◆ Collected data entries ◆
--------------------------------
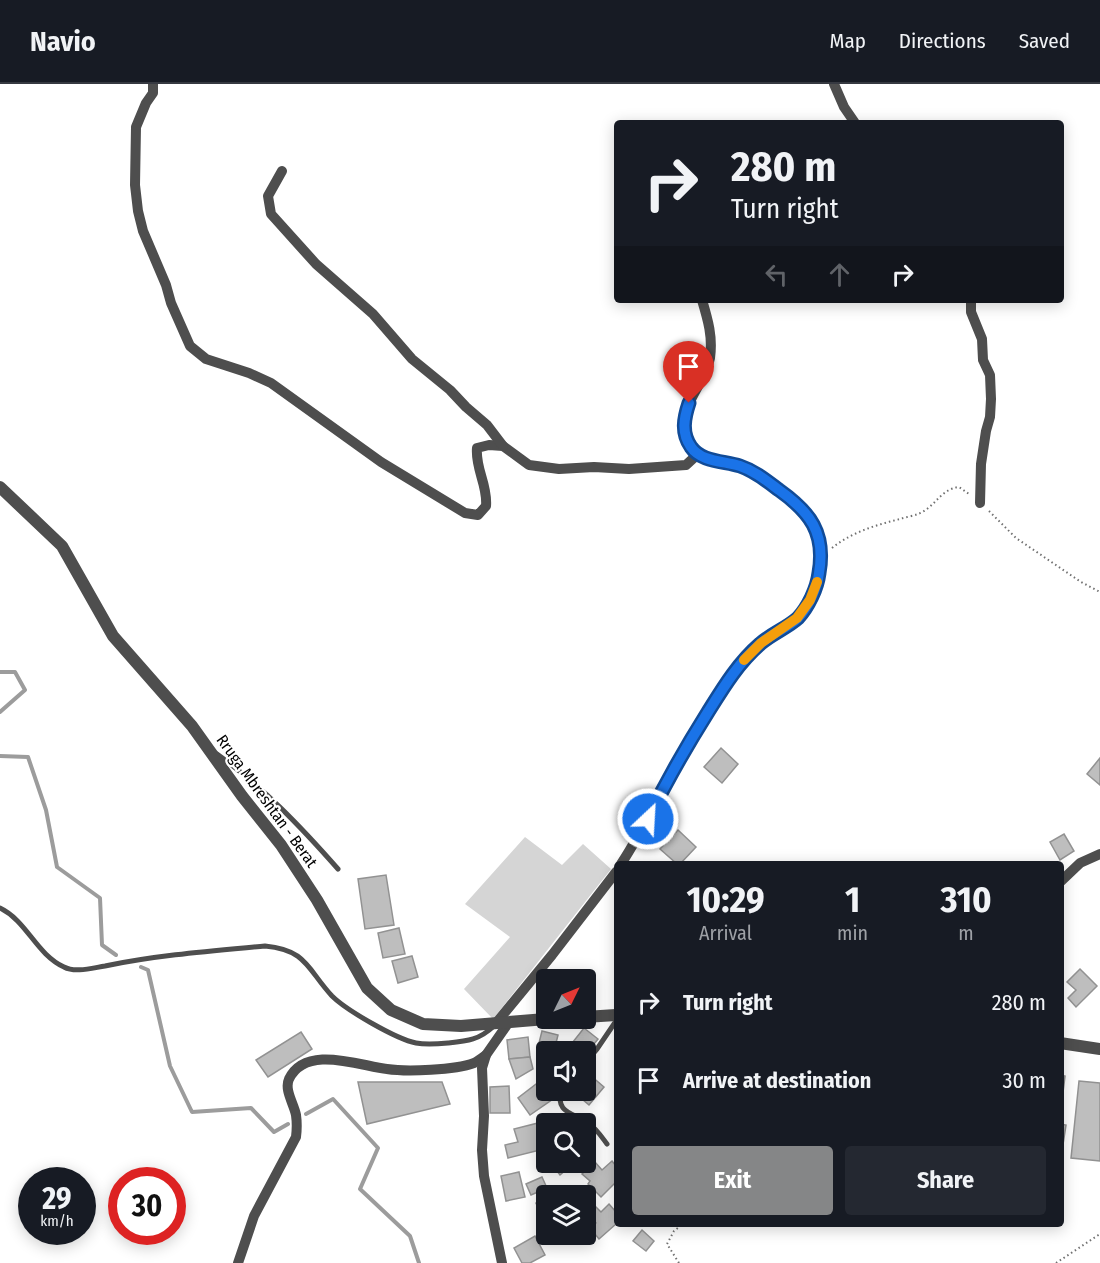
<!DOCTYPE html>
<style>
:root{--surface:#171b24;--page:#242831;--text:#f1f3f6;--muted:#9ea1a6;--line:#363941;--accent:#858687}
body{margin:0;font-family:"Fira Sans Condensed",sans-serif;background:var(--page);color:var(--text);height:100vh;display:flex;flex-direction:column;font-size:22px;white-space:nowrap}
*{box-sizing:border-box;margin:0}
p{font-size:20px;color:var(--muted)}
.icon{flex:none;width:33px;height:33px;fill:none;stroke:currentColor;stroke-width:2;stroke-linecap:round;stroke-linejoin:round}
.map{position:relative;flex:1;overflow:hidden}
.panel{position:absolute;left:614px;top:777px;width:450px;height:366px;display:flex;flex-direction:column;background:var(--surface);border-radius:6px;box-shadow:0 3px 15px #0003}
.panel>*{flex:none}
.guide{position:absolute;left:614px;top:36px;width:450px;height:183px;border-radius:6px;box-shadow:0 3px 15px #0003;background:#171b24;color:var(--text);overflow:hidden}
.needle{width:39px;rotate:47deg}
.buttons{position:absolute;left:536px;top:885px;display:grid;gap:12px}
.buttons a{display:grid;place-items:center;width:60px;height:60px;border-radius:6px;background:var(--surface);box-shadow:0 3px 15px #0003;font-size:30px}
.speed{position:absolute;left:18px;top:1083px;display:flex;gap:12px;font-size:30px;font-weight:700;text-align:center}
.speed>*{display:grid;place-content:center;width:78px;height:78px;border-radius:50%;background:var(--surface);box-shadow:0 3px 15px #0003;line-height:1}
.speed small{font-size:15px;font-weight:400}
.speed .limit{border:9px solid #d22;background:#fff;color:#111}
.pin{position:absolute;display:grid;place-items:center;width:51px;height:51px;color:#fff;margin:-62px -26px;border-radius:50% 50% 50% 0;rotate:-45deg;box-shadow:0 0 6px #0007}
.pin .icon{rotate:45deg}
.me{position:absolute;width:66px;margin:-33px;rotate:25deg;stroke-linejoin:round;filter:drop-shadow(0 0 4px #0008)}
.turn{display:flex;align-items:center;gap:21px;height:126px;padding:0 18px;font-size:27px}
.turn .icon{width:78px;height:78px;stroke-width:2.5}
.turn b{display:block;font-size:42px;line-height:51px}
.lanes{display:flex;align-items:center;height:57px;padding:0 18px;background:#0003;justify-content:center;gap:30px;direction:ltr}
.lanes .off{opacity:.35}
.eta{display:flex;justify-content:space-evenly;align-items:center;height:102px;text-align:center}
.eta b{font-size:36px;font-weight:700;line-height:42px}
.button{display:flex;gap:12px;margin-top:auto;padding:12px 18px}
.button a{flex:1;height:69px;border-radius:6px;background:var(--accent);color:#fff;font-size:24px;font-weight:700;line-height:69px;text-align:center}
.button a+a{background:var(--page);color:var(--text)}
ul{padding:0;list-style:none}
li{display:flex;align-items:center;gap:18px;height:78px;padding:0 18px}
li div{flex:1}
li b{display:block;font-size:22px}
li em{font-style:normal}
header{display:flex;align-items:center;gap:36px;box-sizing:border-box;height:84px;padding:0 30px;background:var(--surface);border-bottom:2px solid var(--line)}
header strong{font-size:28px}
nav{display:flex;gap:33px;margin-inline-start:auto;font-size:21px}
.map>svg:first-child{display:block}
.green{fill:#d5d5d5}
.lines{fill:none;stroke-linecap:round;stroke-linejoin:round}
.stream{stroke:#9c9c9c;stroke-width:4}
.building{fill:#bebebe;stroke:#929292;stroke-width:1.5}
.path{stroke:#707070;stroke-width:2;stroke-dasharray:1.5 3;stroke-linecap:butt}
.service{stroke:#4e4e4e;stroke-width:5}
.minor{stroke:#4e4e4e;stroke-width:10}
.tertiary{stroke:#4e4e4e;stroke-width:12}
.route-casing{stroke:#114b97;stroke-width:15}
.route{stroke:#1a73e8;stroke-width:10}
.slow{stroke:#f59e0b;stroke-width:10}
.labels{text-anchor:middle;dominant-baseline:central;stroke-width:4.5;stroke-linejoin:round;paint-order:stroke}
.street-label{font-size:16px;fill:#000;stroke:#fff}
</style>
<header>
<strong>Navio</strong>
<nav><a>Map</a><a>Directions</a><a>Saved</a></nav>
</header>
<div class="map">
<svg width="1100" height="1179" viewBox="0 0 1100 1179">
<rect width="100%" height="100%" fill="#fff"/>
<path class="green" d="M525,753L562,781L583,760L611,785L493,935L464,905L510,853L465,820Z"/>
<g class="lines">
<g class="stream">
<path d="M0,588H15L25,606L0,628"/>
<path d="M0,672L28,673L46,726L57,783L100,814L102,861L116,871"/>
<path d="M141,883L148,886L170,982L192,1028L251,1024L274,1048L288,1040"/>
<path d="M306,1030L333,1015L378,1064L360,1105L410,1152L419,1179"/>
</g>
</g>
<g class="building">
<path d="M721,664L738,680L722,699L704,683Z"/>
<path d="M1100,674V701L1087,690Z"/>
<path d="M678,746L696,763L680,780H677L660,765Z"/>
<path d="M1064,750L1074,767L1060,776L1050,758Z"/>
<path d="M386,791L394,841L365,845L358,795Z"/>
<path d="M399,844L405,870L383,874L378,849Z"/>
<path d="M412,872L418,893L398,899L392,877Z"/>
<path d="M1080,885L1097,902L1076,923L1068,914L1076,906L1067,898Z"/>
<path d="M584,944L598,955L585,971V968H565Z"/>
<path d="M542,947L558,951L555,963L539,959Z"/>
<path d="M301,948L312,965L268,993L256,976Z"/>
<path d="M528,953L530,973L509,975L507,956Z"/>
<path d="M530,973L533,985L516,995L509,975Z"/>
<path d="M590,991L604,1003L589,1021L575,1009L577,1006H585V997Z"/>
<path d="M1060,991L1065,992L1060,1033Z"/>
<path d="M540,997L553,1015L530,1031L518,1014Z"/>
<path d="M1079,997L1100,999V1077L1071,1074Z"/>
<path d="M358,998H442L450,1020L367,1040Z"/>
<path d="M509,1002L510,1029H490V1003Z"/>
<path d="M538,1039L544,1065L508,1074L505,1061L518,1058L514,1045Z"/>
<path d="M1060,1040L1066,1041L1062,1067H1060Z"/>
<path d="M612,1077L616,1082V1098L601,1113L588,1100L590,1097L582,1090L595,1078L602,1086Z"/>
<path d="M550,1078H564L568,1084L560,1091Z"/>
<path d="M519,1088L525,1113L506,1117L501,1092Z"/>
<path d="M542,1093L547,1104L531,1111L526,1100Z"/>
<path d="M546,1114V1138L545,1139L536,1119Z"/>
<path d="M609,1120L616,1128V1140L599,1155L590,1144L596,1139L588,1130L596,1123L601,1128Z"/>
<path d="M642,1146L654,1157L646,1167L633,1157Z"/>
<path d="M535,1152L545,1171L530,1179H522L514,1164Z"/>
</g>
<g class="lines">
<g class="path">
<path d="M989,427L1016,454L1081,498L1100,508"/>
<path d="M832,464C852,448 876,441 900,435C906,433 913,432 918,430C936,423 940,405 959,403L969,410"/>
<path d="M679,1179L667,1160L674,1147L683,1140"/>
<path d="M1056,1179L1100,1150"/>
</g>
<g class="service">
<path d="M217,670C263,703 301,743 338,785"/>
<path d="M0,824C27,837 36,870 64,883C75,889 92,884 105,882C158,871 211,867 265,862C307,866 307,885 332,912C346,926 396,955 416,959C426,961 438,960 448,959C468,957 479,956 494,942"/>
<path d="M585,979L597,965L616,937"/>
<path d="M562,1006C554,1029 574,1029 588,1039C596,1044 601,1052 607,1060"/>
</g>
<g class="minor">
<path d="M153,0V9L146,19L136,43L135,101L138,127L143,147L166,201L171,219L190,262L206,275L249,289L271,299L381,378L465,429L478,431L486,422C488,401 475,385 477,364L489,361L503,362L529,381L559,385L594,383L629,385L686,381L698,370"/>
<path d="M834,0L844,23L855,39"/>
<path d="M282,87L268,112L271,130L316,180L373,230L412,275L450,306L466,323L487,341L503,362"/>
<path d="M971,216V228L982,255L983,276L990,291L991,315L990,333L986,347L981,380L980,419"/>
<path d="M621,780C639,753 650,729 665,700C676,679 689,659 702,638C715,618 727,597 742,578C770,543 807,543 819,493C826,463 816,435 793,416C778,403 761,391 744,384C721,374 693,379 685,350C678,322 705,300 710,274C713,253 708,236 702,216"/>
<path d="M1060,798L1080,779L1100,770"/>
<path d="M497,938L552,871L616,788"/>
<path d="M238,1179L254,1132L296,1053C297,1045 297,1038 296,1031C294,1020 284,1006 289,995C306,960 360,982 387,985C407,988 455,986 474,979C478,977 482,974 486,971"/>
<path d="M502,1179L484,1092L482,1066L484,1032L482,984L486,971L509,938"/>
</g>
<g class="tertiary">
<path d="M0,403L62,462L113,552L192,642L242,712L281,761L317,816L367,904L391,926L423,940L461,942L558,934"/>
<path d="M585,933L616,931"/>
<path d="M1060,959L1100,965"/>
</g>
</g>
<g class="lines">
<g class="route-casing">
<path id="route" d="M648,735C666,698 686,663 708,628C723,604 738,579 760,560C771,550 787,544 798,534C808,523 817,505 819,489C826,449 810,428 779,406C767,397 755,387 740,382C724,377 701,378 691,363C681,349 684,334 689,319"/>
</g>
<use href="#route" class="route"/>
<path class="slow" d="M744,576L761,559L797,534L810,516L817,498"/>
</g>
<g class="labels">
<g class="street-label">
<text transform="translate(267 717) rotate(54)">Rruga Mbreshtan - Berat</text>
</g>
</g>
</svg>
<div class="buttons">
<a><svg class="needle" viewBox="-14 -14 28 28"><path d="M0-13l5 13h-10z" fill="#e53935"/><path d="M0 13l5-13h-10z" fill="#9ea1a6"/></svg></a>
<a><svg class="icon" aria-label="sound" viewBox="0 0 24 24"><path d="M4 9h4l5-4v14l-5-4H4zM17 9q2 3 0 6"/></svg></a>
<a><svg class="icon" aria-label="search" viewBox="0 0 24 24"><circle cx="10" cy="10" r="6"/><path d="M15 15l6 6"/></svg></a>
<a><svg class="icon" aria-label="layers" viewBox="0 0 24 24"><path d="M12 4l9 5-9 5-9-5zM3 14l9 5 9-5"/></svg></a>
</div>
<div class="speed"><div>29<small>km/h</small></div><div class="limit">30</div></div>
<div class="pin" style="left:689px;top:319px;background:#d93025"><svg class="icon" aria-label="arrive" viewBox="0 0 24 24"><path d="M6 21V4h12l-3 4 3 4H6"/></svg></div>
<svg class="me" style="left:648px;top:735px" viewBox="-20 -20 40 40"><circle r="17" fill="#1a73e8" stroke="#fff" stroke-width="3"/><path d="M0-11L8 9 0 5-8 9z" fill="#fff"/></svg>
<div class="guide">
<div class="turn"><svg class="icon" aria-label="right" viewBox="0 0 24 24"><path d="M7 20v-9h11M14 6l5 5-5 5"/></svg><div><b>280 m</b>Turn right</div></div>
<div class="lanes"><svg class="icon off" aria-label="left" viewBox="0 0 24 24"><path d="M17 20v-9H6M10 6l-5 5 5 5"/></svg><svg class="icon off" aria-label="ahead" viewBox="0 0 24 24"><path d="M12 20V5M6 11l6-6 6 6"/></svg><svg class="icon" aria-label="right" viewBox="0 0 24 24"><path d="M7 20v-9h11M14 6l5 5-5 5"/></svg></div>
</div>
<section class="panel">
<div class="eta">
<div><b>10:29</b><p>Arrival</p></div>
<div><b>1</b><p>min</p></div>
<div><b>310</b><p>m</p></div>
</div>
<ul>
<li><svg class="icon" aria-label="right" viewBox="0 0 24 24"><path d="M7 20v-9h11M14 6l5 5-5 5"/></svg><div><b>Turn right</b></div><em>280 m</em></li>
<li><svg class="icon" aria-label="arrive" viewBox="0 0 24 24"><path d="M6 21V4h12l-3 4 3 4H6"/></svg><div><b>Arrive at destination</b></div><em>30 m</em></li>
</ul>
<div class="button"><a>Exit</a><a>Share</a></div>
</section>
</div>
--------------------------------
◆ What you will do ◆
Whenever a line above holds the word "aria", include it in your count, and report nothing but that count.

◆ Answer below ◆
8